A friend who runs security at a mid-sized fintech called me three weeks ago. Her board had asked a question her team couldn't answer in under a week: "How many models are running in production, and which ones touch customer PII?"

She sent me her first draft of the answer. It was a spreadsheet. Forty-seven rows. The columns were Model Name, Owner, Risk Tier, Data Classification. Most of the cells said "TBD" or "see Notion." Two rows were duplicates of the same model deployed in different namespaces. One row was a model that had been deprecated six months earlier but was still receiving traffic because a forgotten Lambda kept calling its endpoint. Another row didn't exist on the spreadsheet at all — it was a fine-tuned Llama variant running inside a vendor's SaaS that her data science team had embedded via SDK. Nobody had told security.

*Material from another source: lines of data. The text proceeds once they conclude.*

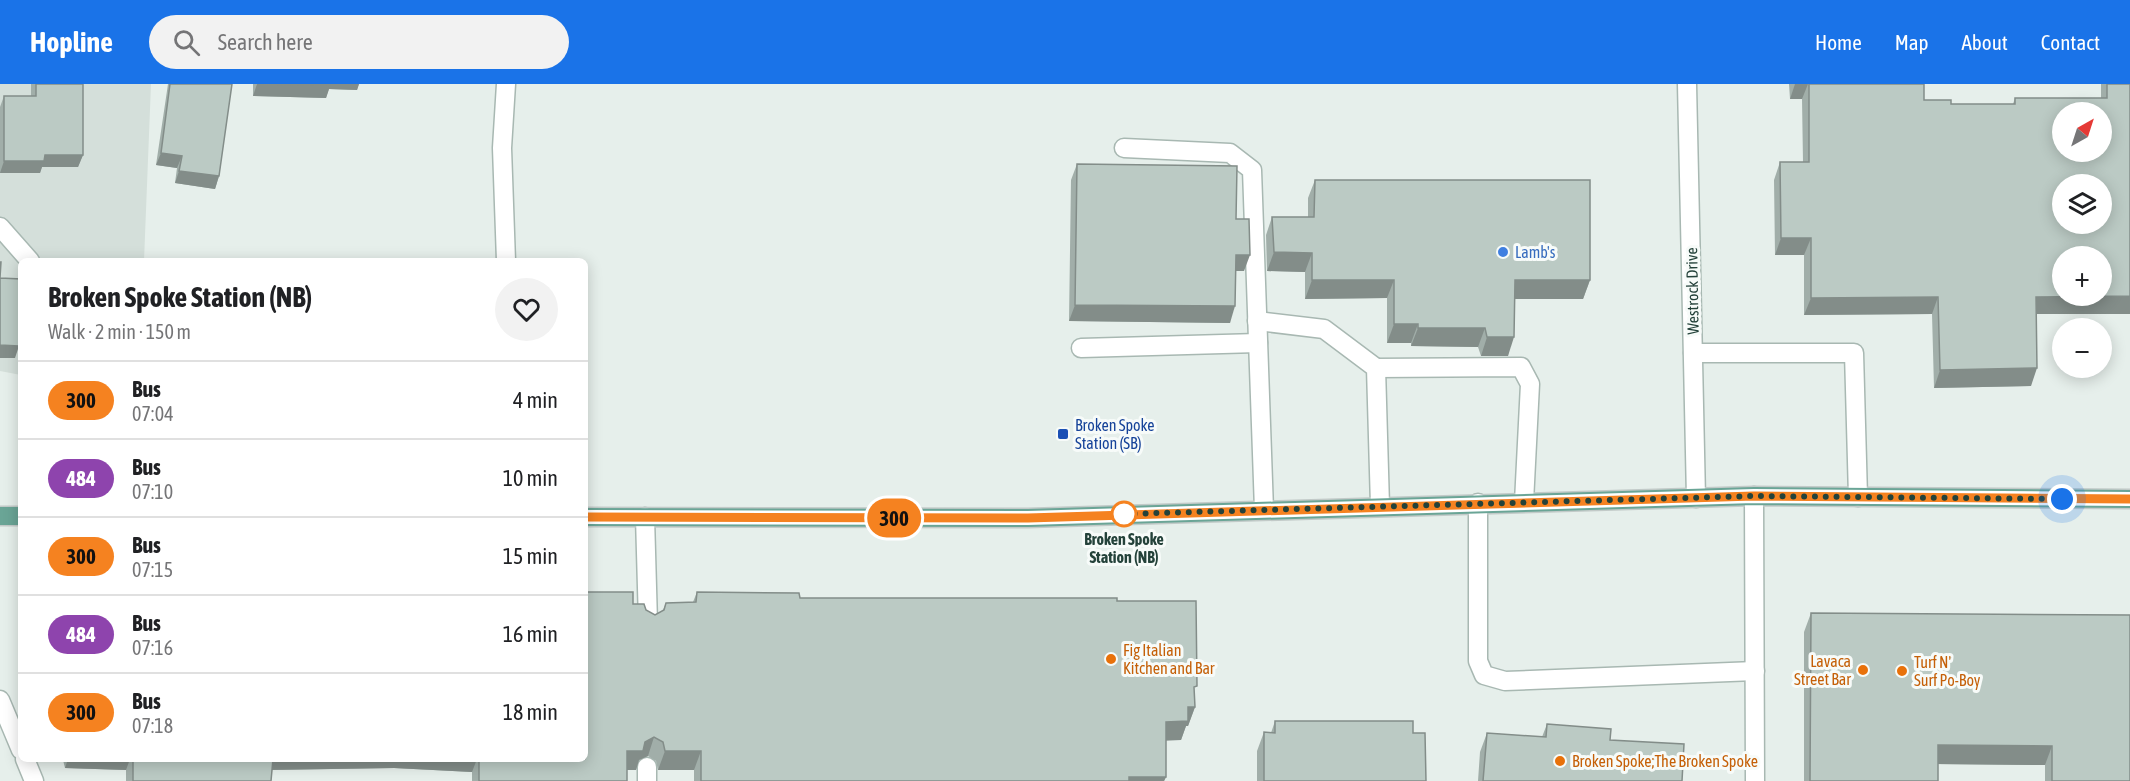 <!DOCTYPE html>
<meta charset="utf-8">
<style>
:root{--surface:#fff;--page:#f2f2f2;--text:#202124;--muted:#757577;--line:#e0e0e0;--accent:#1a73e8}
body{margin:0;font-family:"Asap Condensed",sans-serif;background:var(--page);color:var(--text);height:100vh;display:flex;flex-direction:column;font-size:22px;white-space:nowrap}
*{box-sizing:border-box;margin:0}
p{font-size:20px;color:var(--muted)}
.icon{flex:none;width:33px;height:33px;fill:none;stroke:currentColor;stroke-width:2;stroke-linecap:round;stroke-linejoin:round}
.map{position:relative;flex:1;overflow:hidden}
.drawer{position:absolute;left:18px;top:174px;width:570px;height:504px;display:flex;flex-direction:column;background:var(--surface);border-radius:9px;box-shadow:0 3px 15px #0003}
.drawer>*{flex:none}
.badge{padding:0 12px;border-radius:20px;font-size:21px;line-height:39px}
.needle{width:39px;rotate:39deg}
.controls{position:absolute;left:2052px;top:18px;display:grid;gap:12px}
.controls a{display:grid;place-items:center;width:60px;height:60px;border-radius:50%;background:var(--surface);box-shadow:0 3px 15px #0003;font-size:30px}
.you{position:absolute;width:30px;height:30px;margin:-15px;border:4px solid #fff;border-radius:50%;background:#1a73e8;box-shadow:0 0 0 9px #1a73e833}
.map>.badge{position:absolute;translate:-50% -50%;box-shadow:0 0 0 3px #fff}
.round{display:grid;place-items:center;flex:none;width:63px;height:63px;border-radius:32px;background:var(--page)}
.headline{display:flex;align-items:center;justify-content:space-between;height:102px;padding:0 30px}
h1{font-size:28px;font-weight:700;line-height:45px}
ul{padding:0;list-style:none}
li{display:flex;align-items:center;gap:18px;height:78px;padding:0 30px;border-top:2px solid var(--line)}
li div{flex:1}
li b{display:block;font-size:22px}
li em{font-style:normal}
li .badge{min-width:66px;font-weight:700;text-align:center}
header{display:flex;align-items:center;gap:36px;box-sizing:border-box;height:84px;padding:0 30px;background:var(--accent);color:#fff}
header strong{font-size:28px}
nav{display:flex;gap:33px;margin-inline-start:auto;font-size:21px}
.search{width:420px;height:54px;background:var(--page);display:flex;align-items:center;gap:15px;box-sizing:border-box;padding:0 21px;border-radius:33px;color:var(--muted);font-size:22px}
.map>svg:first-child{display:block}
.built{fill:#d4dfda}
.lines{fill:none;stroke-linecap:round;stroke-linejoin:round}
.lane-casing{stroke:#a8b8b2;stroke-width:21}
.street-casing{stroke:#a8b8b2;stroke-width:21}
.primary-casing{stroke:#c2cac8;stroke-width:21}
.lane{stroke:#fff;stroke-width:18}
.street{stroke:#fff;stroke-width:18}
.primary{stroke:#6aa596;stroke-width:18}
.wall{fill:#a1aea9}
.shaded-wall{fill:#838d89}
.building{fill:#bbcac4;stroke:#838d89;stroke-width:1.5;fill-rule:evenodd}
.line-casing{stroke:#fff;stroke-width:14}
.line{stroke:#f58220;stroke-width:9}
.walk{stroke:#24423a;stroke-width:6;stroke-dasharray:0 10.8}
.shop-dot{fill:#3f7fe0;stroke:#f7fbf9;stroke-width:2}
.transit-dot{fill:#1a4fb4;stroke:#f7fbf9;stroke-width:2}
.stop-dot{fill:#fff;stroke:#f58220;stroke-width:3}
.food-dot{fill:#e8710a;stroke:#f7fbf9;stroke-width:2}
.labels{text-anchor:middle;stroke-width:6;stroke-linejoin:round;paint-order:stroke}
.shop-label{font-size:16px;fill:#366cbe;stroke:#f7fbf9;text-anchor:start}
.street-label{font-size:16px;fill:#24423a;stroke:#f7fbf9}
.transit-label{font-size:16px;fill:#164399;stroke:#f7fbf9;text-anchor:start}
.stop-label{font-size:16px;font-weight:bold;fill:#24423a;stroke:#f7fbf9}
.food-label{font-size:16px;fill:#c56008;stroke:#f7fbf9;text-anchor:start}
</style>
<header>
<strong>Hopline</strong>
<div class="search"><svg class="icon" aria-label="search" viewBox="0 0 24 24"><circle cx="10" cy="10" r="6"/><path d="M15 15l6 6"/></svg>Search here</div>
<nav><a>Home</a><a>Map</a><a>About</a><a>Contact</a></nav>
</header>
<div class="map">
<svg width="2130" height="697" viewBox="0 0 2130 697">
<rect width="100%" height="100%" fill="#e6efeb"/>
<polygon class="built" points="0,0 151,0 144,177 21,177 21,291 0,287"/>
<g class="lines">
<defs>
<g id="lane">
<polyline points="506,0 502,64 506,177"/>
<polyline points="1124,64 1230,69 1252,86 1264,426"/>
<polyline points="0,143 30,177"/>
<polyline points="1257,237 1324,245 1376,284 1380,422"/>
<polyline points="1081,264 1258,259"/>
<polyline points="1693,269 1854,269 1858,413"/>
<polyline points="1376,284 1521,283 1530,300 1524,418"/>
<polyline points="1754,412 1755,697"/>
<polyline points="1478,419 1478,577 1484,591 1505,597 1755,587"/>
<polyline points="645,433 648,539"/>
<polyline points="0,616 21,666"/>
<polyline points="25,675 34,697"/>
<polyline points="647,683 647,697"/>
</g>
<polyline id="street" points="1687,0 1696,414"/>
<g id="primary">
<polyline points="0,432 21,432"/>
<polyline points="585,433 1028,434 1754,412 2130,415"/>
</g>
</defs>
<use href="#lane" class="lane-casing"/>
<use href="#street" class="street-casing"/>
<use href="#primary" class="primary-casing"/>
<use href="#lane" class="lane"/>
<use href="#street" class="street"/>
<use href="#primary" class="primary"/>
</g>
<g class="wall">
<polygon points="31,0 83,0 83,71 78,83 42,83 40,89 0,89 0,23 4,12 31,12"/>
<polygon points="168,0 232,0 219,92 215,105 175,99 177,84 156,81"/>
<polygon points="253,0 359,0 357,6 329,5 326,14 253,12"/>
<polygon points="1789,0 1924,0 1924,16 1951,20 2013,20 2015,14 2101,14 2101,0 2130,0 2036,230 2031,302 1934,304 1932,230 1804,231 1804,171 1775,171 1774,96 1780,78 1803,78 1802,15 1790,15"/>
<polygon points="1077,80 1236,135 1244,187 1236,187 1230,239 1069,237 1071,96"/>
<polygon points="1315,96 1590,196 1583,215 1514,215 1508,272 1481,272 1478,263 1411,262 1411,259 1387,259 1387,214 1305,215 1305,188 1267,187 1266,151 1272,133 1308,133 1308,114"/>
<polygon points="697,508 800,514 1117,517 1194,609 1195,623 1188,642 1186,642 1181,656 1166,656 1166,693 1164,697 694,697 694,686 658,686 656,677 648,672 639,676 636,686 627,686 627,697 472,697 472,688 394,684 272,686 271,697 126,697 126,686 65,684 63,676 59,675 585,675 633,520 655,531 663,526 666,519 693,518"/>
<polygon points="1811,529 2130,697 2045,697 2045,681 1938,680 1938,697 1804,697 1804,548"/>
<polygon points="1275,637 1413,649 1426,697 1257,697 1257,667 1264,648 1271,649"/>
<polygon points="1547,640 1610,656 1682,697 1478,697 1480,668 1487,649 1542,653"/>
</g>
<g class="shaded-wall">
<polygon points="257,0 359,0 357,6 329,5 326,14 253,12"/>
<polygon points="1795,0 1808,0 1802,15 1790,15"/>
<polygon points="161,69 182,72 177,84 156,81"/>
<polygon points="45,71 83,71 78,83 42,83 40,89 0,89 4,77"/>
<polygon points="179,87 219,92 215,105 175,99"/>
<polygon points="1781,154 1811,154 1804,171 1775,171"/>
<polygon points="1274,168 1312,169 1305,188 1267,187"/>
<polygon points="1236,171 1250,171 1244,187 1230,187"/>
<polygon points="1312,196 1394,196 1387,214 1305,215"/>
<polygon points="1515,196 1590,196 1583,215 1508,215"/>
<polygon points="2130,212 2130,230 2030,230 2036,213"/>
<polygon points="1938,213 1932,230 1804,231 1811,214"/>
<polygon points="1075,221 1235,222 1230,239 1069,237"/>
<polygon points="1394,240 1418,240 1411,259 1387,259"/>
<polygon points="1418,244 1485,244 1478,263 1411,262"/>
<polygon points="1487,253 1514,253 1508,272 1481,272"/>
<polygon points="0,261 19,262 15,274 0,274"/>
<polygon points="2037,284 2031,302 1934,304 1940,286"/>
<polygon points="1188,623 1195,623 1188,642 1186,642 1181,656 1159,657 1166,638"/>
<polygon points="654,653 648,672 639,676 636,686 620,686 627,667"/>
<polygon points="1938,661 2052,662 2045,681 1931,680"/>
<polygon points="665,667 701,667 694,686 658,686"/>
<polygon points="68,675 130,675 126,686 65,684"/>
<polygon points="271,675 477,675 472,688 394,684 267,686"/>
<polygon points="1129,693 1166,693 1164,697 1128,697"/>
</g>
<g class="building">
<polygon points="36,0 83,0 83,71 45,71 44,77 4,77 4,12 36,12"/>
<polygon points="170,0 232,0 219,92 179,87 182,72 161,69"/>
<polygon points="257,0 330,0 330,1"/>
<path d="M1809 0H1924V16H1951V20H2015V14H2107V0H2130V212L2036 213 2037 284 1940 286 1938 213 1811 214V154H1781L1780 78H1809ZM2062 28H2102V68H2062ZM2062 100H2102V140H2062ZM2062 172H2102V212H2062Z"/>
<polygon points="1077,80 1237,82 1236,135 1249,135 1250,171 1236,171 1235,222 1075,221"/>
<polygon points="1315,96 1590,96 1590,196 1515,196 1514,253 1487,253 1485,244 1418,244 1418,240 1394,240 1394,196 1312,196 1312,169 1274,168 1272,133 1314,133"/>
<polygon points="0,178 1,178 0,194 21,195 21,255 19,262 0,261"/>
<polygon points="585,508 633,508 633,520 644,520 646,526 655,531 664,526 666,519 696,518 697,508 799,509 800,514 1117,514 1117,517 1196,517 1197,602 1194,603 1195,623 1188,623 1188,637 1166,638 1166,693 1129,693 1129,697 701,697 701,667 665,667 663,658 654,653 645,658 643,667 627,667 627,697 479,697 479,675 585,675"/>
<polygon points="1811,529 2130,531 2130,697 2052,697 2052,662 1938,661 1938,697 1810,697"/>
<polygon points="1275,637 1413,637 1413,649 1425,649 1426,697 1264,697 1264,648 1275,649"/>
<polygon points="1547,640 1611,645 1610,656 1684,660 1682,697 1483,697 1487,649 1546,653"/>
<polygon points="133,675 273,675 271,697 133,697"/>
</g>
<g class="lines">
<defs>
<polyline id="line" points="585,433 1028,434 1754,412 2130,415"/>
</defs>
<use href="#line" class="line-casing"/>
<use href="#line" class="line"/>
<polyline class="walk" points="1124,430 1754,412 2062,415"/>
</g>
<circle class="shop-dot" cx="1503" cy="168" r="6"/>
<rect class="transit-dot" x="1057" y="344" width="12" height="12" rx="3"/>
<circle class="stop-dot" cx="1124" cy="430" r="12"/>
<g class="food-dot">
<circle cx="1111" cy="575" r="6"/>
<circle cx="1863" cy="586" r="6"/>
<circle cx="1902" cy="587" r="6"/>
<circle cx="1560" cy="677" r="6"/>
</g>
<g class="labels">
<g class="shop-label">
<text x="1515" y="174">Lamb's</text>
</g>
<g class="street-label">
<text transform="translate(1692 207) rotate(-91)" y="6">Westrock Drive</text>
</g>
<g class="transit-label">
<text x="1075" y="347">Broken Spoke<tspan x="1075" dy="18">Station (SB)</tspan></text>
</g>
<g class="stop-label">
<text x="1124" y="461">Broken Spoke<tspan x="1124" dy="18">Station (NB)</tspan></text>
</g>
<g class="food-label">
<text x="1123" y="572">Fig Italian<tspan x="1123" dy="18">Kitchen and Bar</tspan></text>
<text x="1851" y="583" text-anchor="end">Lavaca<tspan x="1851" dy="18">Street Bar</tspan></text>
<text x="1914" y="584">Turf N'<tspan x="1914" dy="18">Surf Po-Boy</tspan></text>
<text x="1572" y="683">Broken Spoke;The Broken Spoke</text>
</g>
</g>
</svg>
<div class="controls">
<a><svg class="needle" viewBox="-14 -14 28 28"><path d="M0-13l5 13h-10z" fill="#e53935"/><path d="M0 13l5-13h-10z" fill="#757577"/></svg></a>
<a><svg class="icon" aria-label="layers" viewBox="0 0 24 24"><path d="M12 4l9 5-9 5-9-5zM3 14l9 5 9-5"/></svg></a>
<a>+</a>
<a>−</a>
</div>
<div class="you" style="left:2062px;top:415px"></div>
<b class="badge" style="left:894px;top:434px;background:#f58220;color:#111">300</b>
<section class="drawer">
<div class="headline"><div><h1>Broken Spoke Station (NB)</h1><p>Walk · 2 min · 150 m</p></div><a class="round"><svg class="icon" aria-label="heart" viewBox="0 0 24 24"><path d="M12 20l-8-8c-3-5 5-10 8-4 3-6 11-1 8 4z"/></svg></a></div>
<ul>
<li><span class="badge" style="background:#f58220;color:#111">300</span><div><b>Bus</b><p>07:04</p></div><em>4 min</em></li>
<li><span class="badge" style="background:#8e44ad;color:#fff">484</span><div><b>Bus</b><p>07:10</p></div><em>10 min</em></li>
<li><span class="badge" style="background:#f58220;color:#111">300</span><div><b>Bus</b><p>07:15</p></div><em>15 min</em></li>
<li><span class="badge" style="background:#8e44ad;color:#fff">484</span><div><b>Bus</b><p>07:16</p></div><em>16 min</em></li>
<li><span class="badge" style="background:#f58220;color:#111">300</span><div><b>Bus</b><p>07:18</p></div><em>18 min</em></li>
</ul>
</section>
</div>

The part that bothered her wasn't the spreadsheet. It was what the spreadsheet implied. Her org had stood up an AI governance committee, hired a head of responsible AI, and bought a "model risk management" platform from a name-brand vendor. And she still couldn't answer the board's question without two weeks of Slack archaeology. The vendor's tool had a beautiful dashboard. It just didn't know about half the models, none of the agents, zero of the MCP tools, and obviously nothing about the prompts and retrieval indexes hanging off them.